Tiga ayat dalam Surah-Surah Al-Mufasshol termasuk ayat-ayat sajdah. Dalil yang menjadi dasar pernyataan ini adalah hadis yang diriwayatkan oleh Abu Dawud yang sanadnya dikatakan hasan oleh An-Nawawi (bahkan disahihkan oleh beliau) berikut ini,
Artinya;
“Dari Amr bin Al’Ash bahwasanya Rasulullah ﷺ membacakan untuknya 15 ayat sajdah dalam Al-Qur’an. Tiga ayat di antaranya dalam Al-Mufasshol dan dua ayat dalam Surah Al-Hajj” (H.R.Abu Dawud)
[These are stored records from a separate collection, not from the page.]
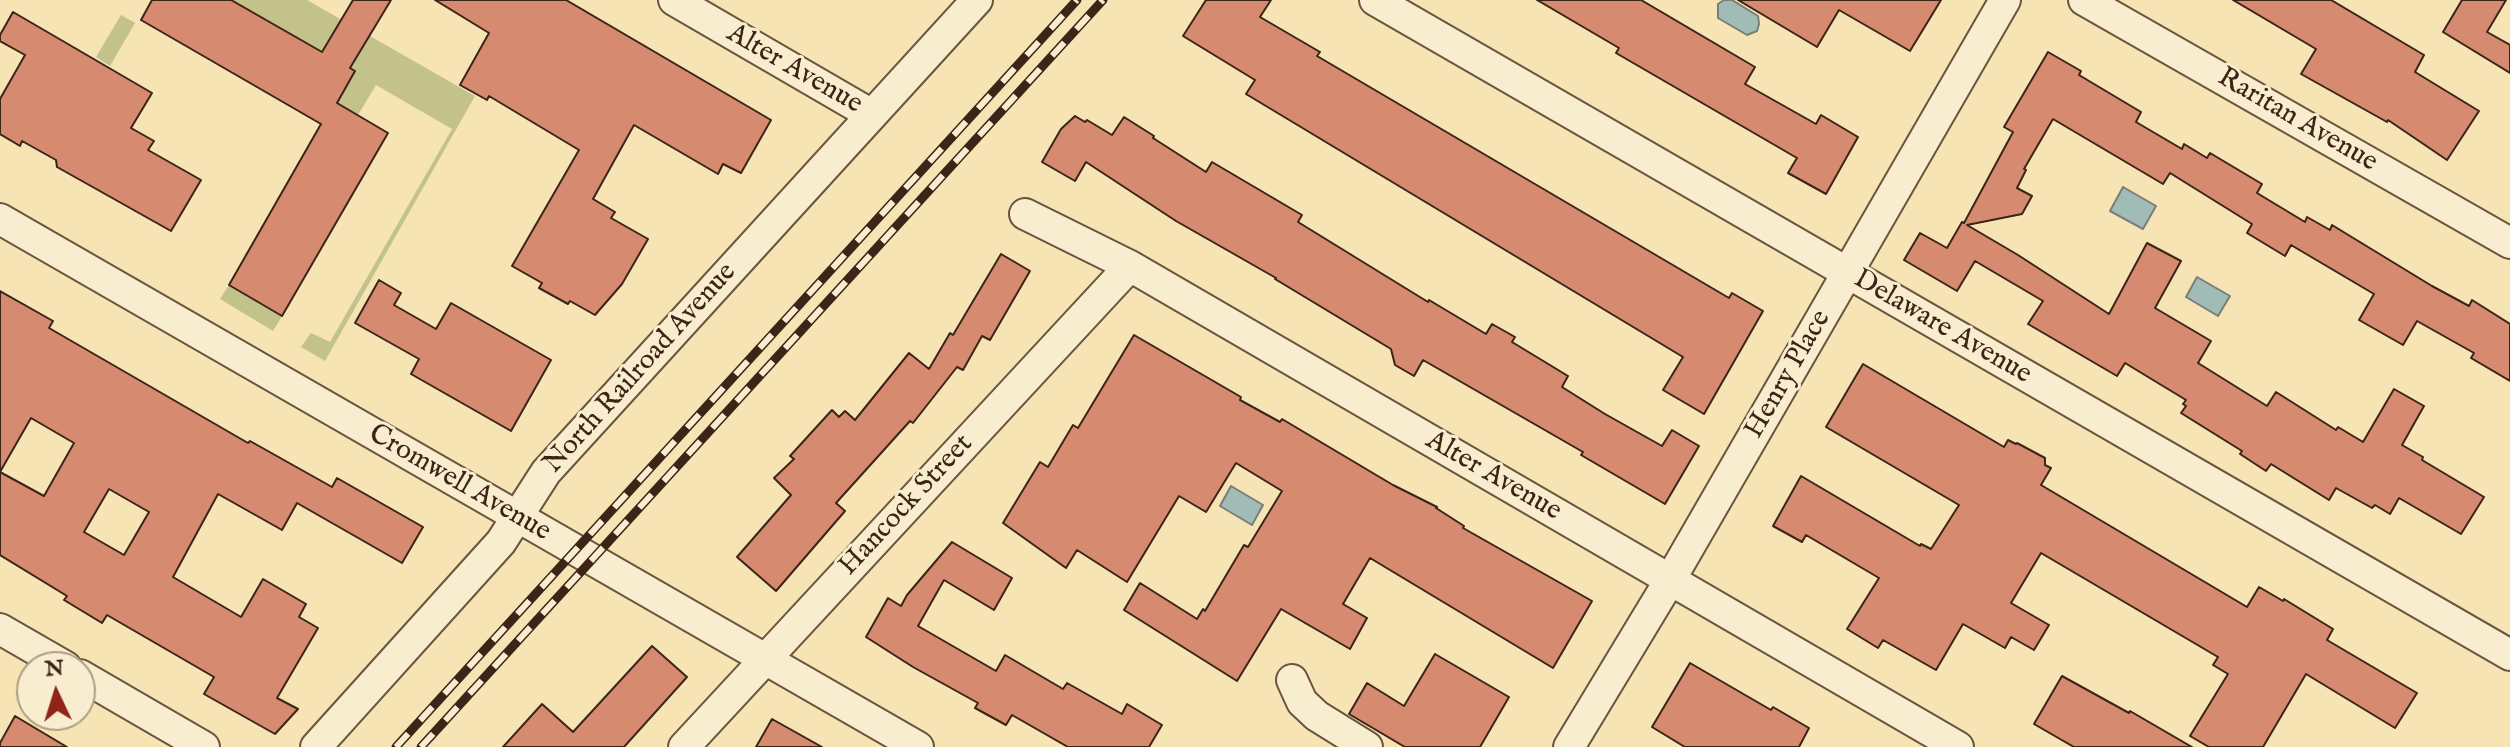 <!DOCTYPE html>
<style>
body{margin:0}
#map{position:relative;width:2510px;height:747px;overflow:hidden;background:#f6e4b5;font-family:"IM FELL English",serif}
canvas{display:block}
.north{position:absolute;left:16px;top:651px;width:80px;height:80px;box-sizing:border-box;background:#f9edcf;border:2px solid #ad9d85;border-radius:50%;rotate:356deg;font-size:22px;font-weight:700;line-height:32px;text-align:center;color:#3c2417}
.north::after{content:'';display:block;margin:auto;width:28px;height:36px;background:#8f2418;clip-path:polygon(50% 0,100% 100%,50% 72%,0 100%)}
</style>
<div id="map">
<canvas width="2510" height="747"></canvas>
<div class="north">N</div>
</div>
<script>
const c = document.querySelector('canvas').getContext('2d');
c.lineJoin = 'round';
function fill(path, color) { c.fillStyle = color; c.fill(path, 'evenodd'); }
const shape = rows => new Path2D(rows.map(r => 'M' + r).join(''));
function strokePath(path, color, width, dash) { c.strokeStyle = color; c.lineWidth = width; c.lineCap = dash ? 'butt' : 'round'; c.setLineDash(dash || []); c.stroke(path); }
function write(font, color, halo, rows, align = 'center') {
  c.font = font + ' "IM FELL English",serif'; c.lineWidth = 6; c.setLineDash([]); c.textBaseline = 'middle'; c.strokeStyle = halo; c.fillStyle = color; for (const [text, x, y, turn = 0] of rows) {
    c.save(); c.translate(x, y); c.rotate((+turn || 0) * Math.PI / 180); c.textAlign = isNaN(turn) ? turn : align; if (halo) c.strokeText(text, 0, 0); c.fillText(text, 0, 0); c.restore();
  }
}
const green = shape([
 [231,0,307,0,475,96,325,361,301,347,311,333,330,342,452,129,376,85,358,115,337,103,355,71],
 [121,15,135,23,110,66,96,57],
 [229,285,282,316,273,331,220,299]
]);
const water = shape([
 [1732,0,1758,16,1759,24,1757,31,1747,35,1718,18,1718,4,1724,0,1732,0],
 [2123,187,2156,206,2143,229,2110,211,2123,187],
 [2197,277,2230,296,2218,316,2186,297,2197,277],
 [1231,486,1263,505,1252,525,1220,506,1231,486]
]);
const building = shape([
 [152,0,231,0,322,52,353,0,391,0,350,68,355,71,337,103,388,133,282,316,229,285,321,124,141,20,152,0],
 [435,0,566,0,771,120,741,173,723,164,718,174,634,125,593,199,615,212,611,218,648,239,622,284,595,315,570,301,568,304,539,288,542,283,512,266,579,150,489,96,487,100,460,85,489,33,435,0],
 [1206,0,1271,0,1260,17,1320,52,1317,56,1729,298,1732,293,1763,311,1704,414,1663,390,1683,357,1246,94,1255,80,1183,36,1206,0],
 [1537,0,1641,0,1755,67,1745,84,1816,124,1821,115,1858,137,1826,194,1788,173,1797,158,1616,53,1619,48,1537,0],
 [1738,0,1941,0,1910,51,1839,10,1817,47,1738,0],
 [2233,0,2331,0,2424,55,2415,72,2479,111,2447,160,2388,120,2387,122,2301,74,2316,49,2233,0],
 [2462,0,2506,0,2487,32,2510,45,2510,73,2443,32,2462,0],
 [13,12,152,93,131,128,154,141,148,150,201,180,171,231,57,167,56,160,22,141,20,146,0,134,0,99,25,55,0,41,0,35,13,12],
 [2048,52,2081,71,2079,75,2141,112,2136,122,2182,149,2184,144,2207,158,2210,153,2262,184,2257,193,2305,222,2307,217,2330,230,2332,225,2432,286,2469,306,2472,300,2510,324,2510,381,2471,358,2474,353,2417,321,2403,345,2359,320,2374,294,2291,245,2285,256,2247,233,2252,224,2170,173,2163,184,2053,119,2024,169,2026,170,2017,188,2032,196,2022,214,1967,225,2018,255,2109,314,2147,243,2181,261,2155,308,2211,341,2198,363,2267,406,2276,392,2336,430,2338,427,2363,442,2394,389,2424,406,2402,445,2423,457,2422,460,2484,497,2461,534,2399,498,2390,514,2375,505,2372,508,2336,488,2329,500,2271,464,2266,471,2240,454,2242,451,2181,413,2186,406,2183,404,2186,400,2125,363,2117,376,2028,324,2043,301,1975,261,1957,291,1904,260,1920,233,1947,248,1962,222,1964,223,2013,132,2004,127,2048,52],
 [1075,116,1085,122,1087,120,1112,135,1124,117,1154,136,1153,138,1206,172,1212,162,1302,215,1298,222,1428,302,1429,300,1486,334,1492,324,1515,337,1512,342,1568,376,1562,387,1605,414,1662,446,1672,430,1699,446,1665,504,1581,455,1583,452,1423,360,1414,376,1395,365,1391,349,1275,279,1276,278,1176,221,1086,162,1075,181,1042,162,1061,129,1075,116],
 [1001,254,1030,271,990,340,982,336,963,370,957,367,913,423,910,421,836,503,845,511,776,591,737,557,791,495,774,478,794,459,790,456,832,410,839,417,845,411,855,420,909,353,929,369,950,333,953,335,1001,254],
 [379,280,401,293,394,305,436,329,451,303,551,360,511,431,411,374,419,359,355,323,379,280],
 [0,291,53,321,49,328,248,443,250,441,332,487,337,478,423,527,402,563,297,503,282,530,218,494,173,577,241,617,263,579,306,604,299,617,318,628,277,698,298,709,275,734,204,694,214,677,107,615,102,623,64,600,67,596,0,555,0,291],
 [31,418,74,443,44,496,0,472,31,418],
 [109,489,149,512,124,555,84,532,109,489],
 [1134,335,1241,397,1240,400,1280,422,1282,419,1393,485,1437,507,1436,508,1464,526,1463,528,1592,601,1553,668,1370,558,1343,604,1367,618,1350,649,1281,609,1237,681,1124,610,1140,583,1197,619,1203,609,1205,611,1244,545,1248,547,1282,491,1236,463,1206,512,1179,496,1127,582,1077,550,1066,568,1003,523,1040,462,1048,467,1073,425,1078,428,1134,335],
 [1863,364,2004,447,2008,440,2016,444,2017,443,2045,458,2045,465,2051,468,2041,485,2247,607,2259,587,2283,601,2284,599,2333,629,2327,640,2417,693,2395,728,2306,674,2263,747,2209,747,2190,736,2228,674,2213,665,2218,657,2041,553,2011,603,2049,625,2034,650,2011,637,2005,648,1963,624,1936,670,1883,640,1878,648,1847,629,1879,578,1806,535,1802,542,1773,526,1801,476,1920,546,1921,544,1931,549,1959,505,1826,427,1863,364],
 [952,542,1012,578,994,610,944,580,918,626,996,671,1005,655,1063,689,1067,683,1122,714,1127,704,1162,725,1149,747,1068,747,1012,715,1006,725,975,708,978,703,913,667,866,637,888,598,901,606,907,595,952,542],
 [652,646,687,677,624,747,503,747,542,704,573,732,652,646],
 [1435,654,1509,697,1480,747,1405,747,1349,714,1367,683,1404,706,1435,654],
 [1690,663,1771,710,1773,707,1809,728,1799,747,1685,747,1652,727,1690,663],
 [2062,676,2129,713,2130,711,2192,747,2074,747,2034,724,2062,676],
 [15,716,67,747,0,747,0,743,15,716],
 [772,719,822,747,756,747,772,719]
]);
const minor = shape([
 [674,0,872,115],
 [1375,0,2510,655],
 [2084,0,2510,243],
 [1025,214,1130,266,1958,747],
 [0,219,918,747],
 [0,629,66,667],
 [80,675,204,747],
 [1292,680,1302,702,1317,716,1367,747],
 [316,747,501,542,546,472,977,0],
 [684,747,1130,266],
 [1569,747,1670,580,2005,0]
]);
const rail = shape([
 [396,747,1077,0],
 [421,747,1103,0]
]);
const streetNames = [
 ["Alter Avenue",794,70,30],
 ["Raritan Avenue",2297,121,30],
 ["Delaware Avenue",1942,328,30],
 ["North Railroad Avenue",641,369,-48],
 ["Henry Place",1789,375,-60],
 ["Alter Avenue",1493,477,30],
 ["Cromwell Avenue",459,484,30],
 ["Hancock Street",907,506,-47]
];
fill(green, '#c2c28a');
fill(water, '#a1bcb7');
strokePath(water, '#797f77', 2);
fill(building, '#d68b71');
strokePath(building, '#3c2417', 2);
strokePath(minor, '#6a543e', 34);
strokePath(minor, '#f9edcf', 30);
strokePath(rail, '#3c2417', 9);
strokePath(rail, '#f9edcf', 6, [18]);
write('28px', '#3c2417', '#f9edcf', streetNames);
</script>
Dalil lain yang menguatkan adalah riwayat dari Abu Hurairah yang menunjukkan bahwa Rasulullah ﷺ pernah sujud tilawah setelah membaca Surah Al-Insyiqoq. Al-Bukhari meriwayatkan,
Artinya,
“Dari Abu Rafi’, ia berkata, “Aku shalat ‘Isya bersama Abu Hurairah, lalu ia membaca Surah Al-Insyiqoq’ lalu dia sujud, maka hal itu kemudian aku tanyakan kepada beliau. Maka beliau menjawab, “Aku pernah sujud bersama di belakang Abu Al Qasim (Nabi ﷺ ) dalam ayat tersebut, dan aku akan selalu sujud karenanya hingga aku berjumpa dengan beliau.” (H.R. Al-Bukhari)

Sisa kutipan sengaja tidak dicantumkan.